Exercise instructions >> How many of the lines below contain "stream"? Reply with only that figure.

Excerpted records >>
***

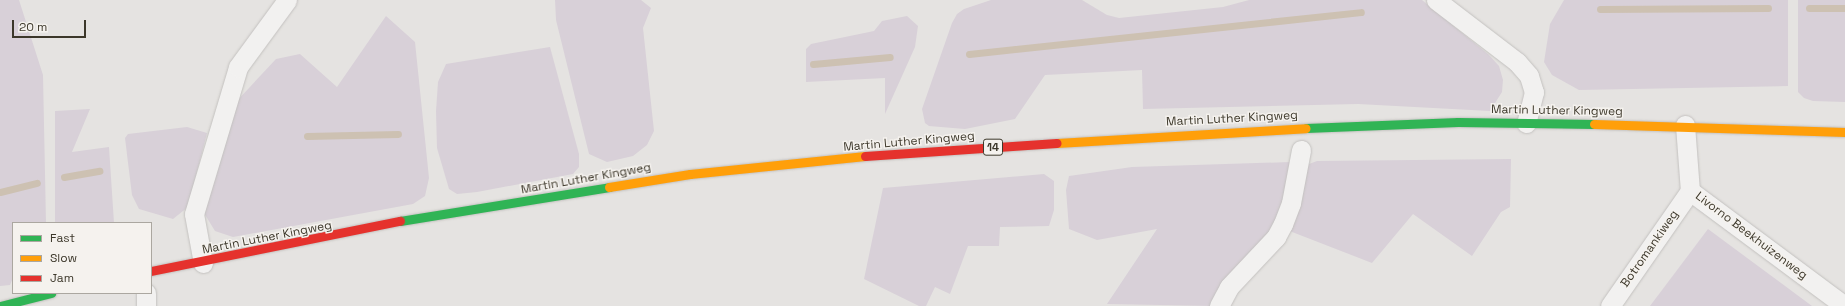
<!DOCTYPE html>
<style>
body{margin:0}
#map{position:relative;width:1845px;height:306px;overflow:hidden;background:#e5e3e1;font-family:"Space Grotesk",sans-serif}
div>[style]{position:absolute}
.green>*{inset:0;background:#d8d0d8}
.stream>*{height:7px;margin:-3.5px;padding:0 3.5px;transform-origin:3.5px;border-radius:3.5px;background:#cdc1b2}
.roads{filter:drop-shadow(0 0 1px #c3c1bf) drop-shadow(0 0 1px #c3c1bf)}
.street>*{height:19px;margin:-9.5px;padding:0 9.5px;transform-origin:9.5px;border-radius:9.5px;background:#f2f1f0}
.fast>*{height:9px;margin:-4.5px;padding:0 4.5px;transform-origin:4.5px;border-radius:4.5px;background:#30b455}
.slow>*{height:9px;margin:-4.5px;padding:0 4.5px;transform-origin:4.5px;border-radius:4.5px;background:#ff9f0a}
.jam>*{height:9px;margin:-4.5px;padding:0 4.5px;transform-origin:4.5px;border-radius:4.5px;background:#e5322d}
span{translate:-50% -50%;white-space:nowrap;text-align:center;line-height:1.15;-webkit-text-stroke:3px #f5f2ee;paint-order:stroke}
.shield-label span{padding:1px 3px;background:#f5f2ee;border:1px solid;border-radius:3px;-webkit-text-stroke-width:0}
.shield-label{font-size:11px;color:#3c372a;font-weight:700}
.street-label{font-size:12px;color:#3c372a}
.legend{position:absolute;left:12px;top:222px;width:140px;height:72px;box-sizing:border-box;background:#f5f2ee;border:1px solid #aba7a0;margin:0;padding:5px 7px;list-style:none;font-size:12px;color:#3c372a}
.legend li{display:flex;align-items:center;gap:8px;height:20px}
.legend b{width:20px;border:1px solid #aba7a0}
.scale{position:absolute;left:12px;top:20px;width:74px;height:18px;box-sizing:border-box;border:2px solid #3c372a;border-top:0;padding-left:5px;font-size:12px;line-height:14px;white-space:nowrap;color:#3c372a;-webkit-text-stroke:3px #f5f2ee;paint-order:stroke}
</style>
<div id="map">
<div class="green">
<i style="clip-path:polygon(0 0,19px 0,43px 75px,46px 223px,13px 223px,13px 278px,10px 285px,0 286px)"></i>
<i style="clip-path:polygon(555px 0,641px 0,651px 8px,643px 28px,654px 131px,647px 145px,633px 156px,607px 162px,589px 154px,556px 20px)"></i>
<i style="clip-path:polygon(991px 0,1082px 0,1107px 15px,1119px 18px,1223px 7px,1249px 0,1422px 0,1489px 55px,1499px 66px,1503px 80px,1502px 92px,1490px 111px,1358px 104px,1143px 109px,1142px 70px,1045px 75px,1015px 119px,965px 129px,929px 126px,925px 123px,922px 109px,952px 23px,957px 14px,964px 9px)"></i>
<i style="clip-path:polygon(1564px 0,1788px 0,1788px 86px,1579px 90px,1552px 75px,1544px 62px,1550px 24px)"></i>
<i style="clip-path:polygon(1798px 0,1845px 0,1845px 102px,1813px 101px,1804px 98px,1798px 92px)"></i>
<i style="clip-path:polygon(386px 16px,415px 42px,429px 178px,425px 196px,413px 204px,233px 237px,215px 231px,204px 213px,235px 103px,276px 59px,300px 54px,337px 87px)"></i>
<i style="clip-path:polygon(907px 16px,918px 26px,915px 47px,885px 114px,885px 78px,806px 82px,806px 49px,811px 44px,874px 31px,882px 21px)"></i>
<i style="clip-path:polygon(550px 47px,579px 154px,579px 167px,573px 174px,477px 192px,457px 194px,449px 189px,437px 148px,436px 111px,438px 82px,446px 64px)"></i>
<i style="clip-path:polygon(90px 109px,72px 152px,109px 147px,114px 223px,55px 223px,55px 111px)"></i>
<i style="clip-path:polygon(187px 127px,207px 133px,188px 207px,173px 219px,139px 209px,132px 195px,125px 138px,128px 134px)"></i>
<i style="clip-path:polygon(1511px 159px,1510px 207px,1501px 212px,1472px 256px,1413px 214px,1372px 263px,1287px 230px,1304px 174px,1309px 164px,1317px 161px)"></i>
<i style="clip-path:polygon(1290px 162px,1283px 215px,1215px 306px,1107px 304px,1157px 229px,1097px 240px,1069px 229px,1066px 190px,1069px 176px,1132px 167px)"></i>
<i style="clip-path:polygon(1044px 174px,1054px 181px,1054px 210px,1049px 226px,1000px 227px,999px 246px,968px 246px,950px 294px,935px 287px,926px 306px,919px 306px,864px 279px,883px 188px)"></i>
<i style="clip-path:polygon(1708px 229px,1812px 306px,1650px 306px)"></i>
</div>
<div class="stream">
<i style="left:1809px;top:8px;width:36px"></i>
<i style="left:1600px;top:9px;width:168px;rotate:-0.3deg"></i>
<i style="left:969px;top:54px;width:394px;rotate:-6.1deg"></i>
<i style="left:813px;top:64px;width:77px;rotate:-5.2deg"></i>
<i style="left:307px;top:136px;width:91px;rotate:-1.3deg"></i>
<i style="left:64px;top:177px;width:36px;rotate:-10deg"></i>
<i style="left:0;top:192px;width:38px;rotate:-14deg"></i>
</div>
<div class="roads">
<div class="street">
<i style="left:1436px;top:0;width:102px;rotate:37.4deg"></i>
<i style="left:1517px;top:62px;width:18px;rotate:49deg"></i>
<i style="left:1529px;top:76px;width:17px;rotate:73deg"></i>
<i style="left:1534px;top:92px;width:32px;rotate:104deg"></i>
<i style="left:1685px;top:125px;width:66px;rotate:85.7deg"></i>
<i style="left:1690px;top:191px;width:193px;rotate:36.6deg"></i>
<i style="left:203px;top:263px;width:50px;rotate:-100.4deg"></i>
<i style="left:194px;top:214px;width:153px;rotate:-73.3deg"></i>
<i style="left:238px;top:67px;width:83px;rotate:-53.8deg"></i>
<i style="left:146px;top:293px;width:13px;rotate:90deg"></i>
<i style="left:1219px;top:306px;width:21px;rotate:-62deg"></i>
<i style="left:1229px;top:287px;width:69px;rotate:-46.8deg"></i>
<i style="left:1276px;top:237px;width:15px;rotate:-62deg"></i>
<i style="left:1283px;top:224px;width:22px;rotate:-69deg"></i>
<i style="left:1291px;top:203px;width:54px;rotate:-79.3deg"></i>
<i style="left:1610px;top:306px;width:140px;rotate:-55.2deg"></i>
</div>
<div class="fast">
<i style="left:1306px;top:128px;width:152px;rotate:-2.3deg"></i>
<i style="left:1458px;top:122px;width:136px;rotate:0.8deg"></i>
<i style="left:400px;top:221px;width:212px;rotate:-9.2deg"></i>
<i style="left:0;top:306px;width:53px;rotate:-14.3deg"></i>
</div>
<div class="slow">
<i style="left:1594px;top:124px;width:251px;rotate:1.8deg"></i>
<i style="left:1057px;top:143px;width:249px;rotate:-3.4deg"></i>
<i style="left:609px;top:187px;width:82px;rotate:-9.1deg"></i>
<i style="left:690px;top:174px;width:176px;rotate:-5.9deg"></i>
</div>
<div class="jam">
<i style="left:865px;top:156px;width:192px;rotate:-3.9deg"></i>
<i style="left:151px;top:271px;width:254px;rotate:-11.4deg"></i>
</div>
</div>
<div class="shield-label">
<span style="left:993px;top:147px">14</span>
</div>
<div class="street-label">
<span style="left:1557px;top:111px;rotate:1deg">Martin Luther Kingweg</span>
<span style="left:1232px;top:119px;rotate:-3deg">Martin Luther Kingweg</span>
<span style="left:909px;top:142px;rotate:-5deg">Martin Luther Kingweg</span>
<span style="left:586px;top:179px;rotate:-10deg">Martin Luther Kingweg</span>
<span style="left:1751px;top:236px;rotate:37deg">Livorno Beekhuizenweg</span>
<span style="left:267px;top:238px;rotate:-11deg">Martin Luther Kingweg</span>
<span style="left:1650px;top:249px;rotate:-55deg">Botromankiweg</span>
</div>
<ul class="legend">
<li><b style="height:5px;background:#30b455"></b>Fast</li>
<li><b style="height:5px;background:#ff9f0a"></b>Slow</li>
<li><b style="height:5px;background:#e5322d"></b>Jam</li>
</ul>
<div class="scale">20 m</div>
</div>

***

Problem solution >> 2